Please note, I'm not interested in unfounded opinion based answers.
What I know:Not much... One is that, these bugs show up rarely with test data, but not so rarely in real world.
The other is, as stated, they prevent proper parsing of CSV. Thinking that it is difficult to reproduce the bugs with test data, I am (probably) seeking help from whom have tried us开发者_运维知识库ing a string list as a CSV parser in production code.
Irrelevant problems:
I obtained the information on a 'Delphi-XE' tagged question, so failing parsing due to the "space character being considered as a delimiter" feature do not apply. Because the introduction of the StrictDelimiter
property with Delphi 2006 resolved that. I, myself, am using Delphi 2007.

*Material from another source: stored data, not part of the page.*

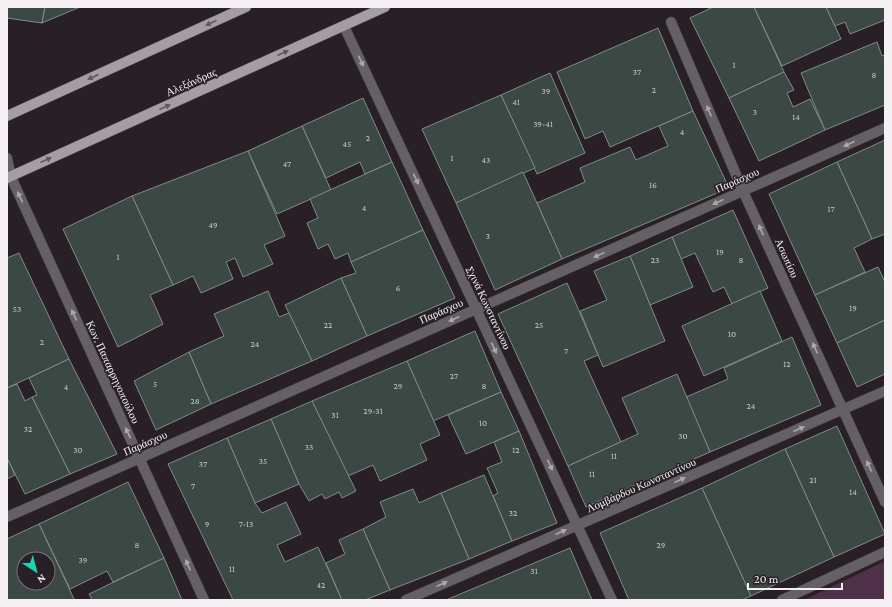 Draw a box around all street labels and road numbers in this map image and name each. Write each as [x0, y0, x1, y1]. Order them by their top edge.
street label: Αλεξάνδρας [164, 65, 219, 99]
street label: Παράσχου [713, 165, 761, 195]
street label: Ασωπίου [773, 236, 801, 280]
street label: Σχινά Κωνσταντίνου [465, 265, 514, 352]
street label: Παράσχου [417, 296, 465, 326]
street label: Κων. Παπαρρηγοπούλου [84, 319, 142, 426]
street label: Παράσχου [121, 428, 169, 458]
street label: Λομβάρδου Κωνσταντίνου [584, 455, 698, 516]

Also since the string list can only hold strings, it is only responsible for splitting fields. Any conversion difficulty involving field values (f.i. date, floating point numbers..) arising from locale differences etc. are not in scope.
Basic rules:
There's no standard specification for CSV. But there are basic rules inferred from various specifications.
Below is demonstration of how TStringList handles these. Rules and example strings are from Wikipedia. Brackets ([
]
) are superimposed around strings to be able to see leading or trailing spaces (where relevant) by the test code.
Test string: [1997, Ford , E350] Items: [1997] [ Ford ] [ E350]Fields with embedded commas must be enclosed within double-quote characters.
Test string: [1997,Ford,E350,"Super, luxurious truck"] Items: [1997] [Ford] [E350] [Super, luxurious truck]Fields with embedded double-quote characters must be enclosed within double-quote characters, and each of the embedded double-quote characters must be represented by a pair of double-quote characters.
Test string: [1997,Ford,E350,"Super, ""luxurious"" truck"] Items: [1997] [Ford] [E350] [Super, "luxurious" truck]Fields with embedded line breaks must be enclosed within double-quote characters.
Test string: [1997,Ford,E350,"Go get one now they are going fast"] Items: [1997] [Ford] [E350] [Go get one now they are going fast]In CSV implementations that trim leading or trailing spaces, fields with such spaces must be enclosed within double-quote characters.
Test string: [1997,Ford,E350," Super luxurious truck "] Items: [1997] [Ford] [E350] [ Super luxurious truck ]Fields may always be enclosed within double-quote characters, whether necessary or not.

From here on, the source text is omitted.